**Task description**
In this exercise, every entry is to be copied exactly.

Stored items
■ ■ ■

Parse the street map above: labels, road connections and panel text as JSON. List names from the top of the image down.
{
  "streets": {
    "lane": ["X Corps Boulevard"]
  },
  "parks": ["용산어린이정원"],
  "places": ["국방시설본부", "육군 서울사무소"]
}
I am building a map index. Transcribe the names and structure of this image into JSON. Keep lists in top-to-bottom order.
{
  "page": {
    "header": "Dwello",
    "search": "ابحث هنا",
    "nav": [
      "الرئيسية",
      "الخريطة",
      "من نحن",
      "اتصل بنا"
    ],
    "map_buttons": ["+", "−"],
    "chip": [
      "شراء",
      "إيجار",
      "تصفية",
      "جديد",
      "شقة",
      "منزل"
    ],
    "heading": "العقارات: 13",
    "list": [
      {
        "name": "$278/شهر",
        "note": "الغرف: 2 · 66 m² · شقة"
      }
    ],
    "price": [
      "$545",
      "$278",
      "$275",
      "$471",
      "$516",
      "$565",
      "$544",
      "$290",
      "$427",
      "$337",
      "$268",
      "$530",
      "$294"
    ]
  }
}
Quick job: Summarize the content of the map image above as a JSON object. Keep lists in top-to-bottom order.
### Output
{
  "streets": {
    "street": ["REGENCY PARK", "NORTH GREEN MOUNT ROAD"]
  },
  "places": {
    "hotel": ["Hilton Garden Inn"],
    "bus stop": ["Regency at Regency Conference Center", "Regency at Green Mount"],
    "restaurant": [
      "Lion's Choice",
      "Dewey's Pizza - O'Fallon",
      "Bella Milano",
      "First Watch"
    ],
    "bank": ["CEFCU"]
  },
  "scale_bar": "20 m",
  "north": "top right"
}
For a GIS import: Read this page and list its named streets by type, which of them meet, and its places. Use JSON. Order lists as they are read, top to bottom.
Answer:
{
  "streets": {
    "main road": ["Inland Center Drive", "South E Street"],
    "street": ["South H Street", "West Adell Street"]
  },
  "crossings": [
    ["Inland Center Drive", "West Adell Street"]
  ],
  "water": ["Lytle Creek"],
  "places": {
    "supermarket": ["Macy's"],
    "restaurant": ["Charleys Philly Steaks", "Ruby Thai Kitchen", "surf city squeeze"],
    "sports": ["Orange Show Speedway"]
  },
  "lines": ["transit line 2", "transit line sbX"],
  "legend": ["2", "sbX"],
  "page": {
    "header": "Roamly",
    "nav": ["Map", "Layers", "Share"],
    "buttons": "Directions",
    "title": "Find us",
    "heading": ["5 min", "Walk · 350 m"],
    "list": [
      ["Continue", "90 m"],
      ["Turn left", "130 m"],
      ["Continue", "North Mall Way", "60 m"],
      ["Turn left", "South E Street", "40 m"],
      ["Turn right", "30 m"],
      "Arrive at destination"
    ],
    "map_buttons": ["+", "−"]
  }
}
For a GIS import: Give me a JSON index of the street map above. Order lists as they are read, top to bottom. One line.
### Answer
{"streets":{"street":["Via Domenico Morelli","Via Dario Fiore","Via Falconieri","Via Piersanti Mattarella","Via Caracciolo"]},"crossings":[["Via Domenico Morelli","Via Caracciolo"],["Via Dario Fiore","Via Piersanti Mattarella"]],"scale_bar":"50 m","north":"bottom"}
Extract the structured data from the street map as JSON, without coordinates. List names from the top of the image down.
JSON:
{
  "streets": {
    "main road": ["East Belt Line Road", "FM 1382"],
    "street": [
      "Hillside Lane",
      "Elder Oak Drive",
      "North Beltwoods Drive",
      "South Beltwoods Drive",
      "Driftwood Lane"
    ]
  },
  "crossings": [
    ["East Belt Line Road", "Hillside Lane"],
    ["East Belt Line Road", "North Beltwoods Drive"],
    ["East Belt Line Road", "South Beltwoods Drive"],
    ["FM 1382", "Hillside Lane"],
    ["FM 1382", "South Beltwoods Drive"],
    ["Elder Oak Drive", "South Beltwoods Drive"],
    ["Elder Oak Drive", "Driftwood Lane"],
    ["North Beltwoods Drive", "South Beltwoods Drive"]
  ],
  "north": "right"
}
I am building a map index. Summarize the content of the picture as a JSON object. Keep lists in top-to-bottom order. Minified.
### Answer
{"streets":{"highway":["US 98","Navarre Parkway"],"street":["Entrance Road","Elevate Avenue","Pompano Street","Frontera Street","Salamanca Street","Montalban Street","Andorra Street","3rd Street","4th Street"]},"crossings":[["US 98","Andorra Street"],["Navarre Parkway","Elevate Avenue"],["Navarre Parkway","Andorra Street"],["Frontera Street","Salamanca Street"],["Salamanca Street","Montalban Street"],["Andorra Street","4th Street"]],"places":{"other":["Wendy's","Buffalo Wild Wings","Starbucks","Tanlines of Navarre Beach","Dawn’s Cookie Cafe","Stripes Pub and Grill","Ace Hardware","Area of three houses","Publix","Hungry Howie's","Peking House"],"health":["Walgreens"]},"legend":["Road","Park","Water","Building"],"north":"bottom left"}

■ ■ ■

**Exercise solution**
Parse the street map above: labels, road connections and panel text as JSON. List names from the top of the image down.
{
  "streets": {
    "lane": ["X Corps Boulevard"]
  },
  "parks": ["용산어린이정원"],
  "places": ["국방시설본부", "육군 서울사무소"]
}
I am building a map index. Transcribe the names and structure of this image into JSON. Keep lists in top-to-bottom order.
{
  "page": {
    "header": "Dwello",
    "search": "ابحث هنا",
    "nav": [
      "الرئيسية",
      "الخريطة",
      "من نحن",
      "اتصل بنا"
    ],
    "map_buttons": ["+", "−"],
    "chip": [
      "شراء",
      "إيجار",
      "تصفية",
      "جديد",
      "شقة",
      "منزل"
    ],
    "heading": "العقارات: 13",
    "list": [
      {
        "name": "$278/شهر",
        "note": "الغرف: 2 · 66 m² · شقة"
      }
    ],
    "price": [
      "$545",
      "$278",
      "$275",
      "$471",
      "$516",
      "$565",
      "$544",
      "$290",
      "$427",
      "$337",
      "$268",
      "$530",
      "$294"
    ]
  }
}
Quick job: Summarize the content of the map image above as a JSON object. Keep lists in top-to-bottom order.
### Output
{
  "streets": {
    "street": ["REGENCY PARK", "NORTH GREEN MOUNT ROAD"]
  },
  "places": {
    "hotel": ["Hilton Garden Inn"],
    "bus stop": ["Regency at Regency Conference Center", "Regency at Green Mount"],
    "restaurant": [
      "Lion's Choice",
      "Dewey's Pizza - O'Fallon",
      "Bella Milano",
      "First Watch"
    ],
    "bank": ["CEFCU"]
  },
  "scale_bar": "20 m",
  "north": "top right"
}
For a GIS import: Read this page and list its named streets by type, which of them meet, and its places. Use JSON. Order lists as they are read, top to bottom.
Answer:
{
  "streets": {
    "main road": ["Inland Center Drive", "South E Street"],
    "street": ["South H Street", "West Adell Street"]
  },
  "crossings": [
    ["Inland Center Drive", "West Adell Street"]
  ],
  "water": ["Lytle Creek"],
  "places": {
    "supermarket": ["Macy's"],
    "restaurant": ["Charleys Philly Steaks", "Ruby Thai Kitchen", "surf city squeeze"],
    "sports": ["Orange Show Speedway"]
  },
  "lines": ["transit line 2", "transit line sbX"],
  "legend": ["2", "sbX"],
  "page": {
    "header": "Roamly",
    "nav": ["Map", "Layers", "Share"],
    "buttons": "Directions",
    "title": "Find us",
    "heading": ["5 min", "Walk · 350 m"],
    "list": [
      ["Continue", "90 m"],
      ["Turn left", "130 m"],
      ["Continue", "North Mall Way", "60 m"],
      ["Turn left", "South E Street", "40 m"],
      ["Turn right", "30 m"],
      "Arrive at destination"
    ],
    "map_buttons": ["+", "−"]
  }
}
For a GIS import: Give me a JSON index of the street map above. Order lists as they are read, top to bottom. One line.
### Answer
{"streets":{"street":["Via Domenico Morelli","Via Dario Fiore","Via Falconieri","Via Piersanti Mattarella","Via Caracciolo"]},"crossings":[["Via Domenico Morelli","Via Caracciolo"],["Via Dario Fiore","Via Piersanti Mattarella"]],"scale_bar":"50 m","north":"bottom"}
Extract the structured data from the street map as JSON, without coordinates. List names from the top of the image down.
JSON:
{
  "streets": {
    "main road": ["East Belt Line Road", "FM 1382"],
    "street": [
      "Hillside Lane",
      "Elder Oak Drive",
      "North Beltwoods Drive",
      "South Beltwoods Drive",
      "Driftwood Lane"
    ]
  },
  "crossings": [
    ["East Belt Line Road", "Hillside Lane"],
    ["East Belt Line Road", "North Beltwoods Drive"],
    ["East Belt Line Road", "South Beltwoods Drive"],
    ["FM 1382", "Hillside Lane"],
    ["FM 1382", "South Beltwoods Drive"],
    ["Elder Oak Drive", "South Beltwoods Drive"],
    ["Elder Oak Drive", "Driftwood Lane"],
    ["North Beltwoods Drive", "South Beltwoods Drive"]
  ],
  "north": "right"
}
I am building a map index. Summarize the content of the picture as a JSON object. Keep lists in top-to-bottom order. Minified.
### Answer
{"streets":{"highway":["US 98","Navarre Parkway"],"street":["Entrance Road","Elevate Avenue","Pompano Street","Frontera Street","Salamanca Street","Montalban Street","Andorra Street","3rd Street","4th Street"]},"crossings":[["US 98","Andorra Street"],["Navarre Parkway","Elevate Avenue"],["Navarre Parkway","Andorra Street"],["Frontera Street","Salamanca Street"],["Salamanca Street","Montalban Street"],["Andorra Street","4th Street"]],"places":{"other":["Wendy's","Buffalo Wild Wings","Starbucks","Tanlines of Navarre Beach","Dawn’s Cookie Cafe","Stripes Pub and Grill","Ace Hardware","Area of three houses","Publix","Hungry Howie's","Peking House"],"health":["Walgreens"]},"legend":["Road","Park","Water","Building"],"north":"bottom left"}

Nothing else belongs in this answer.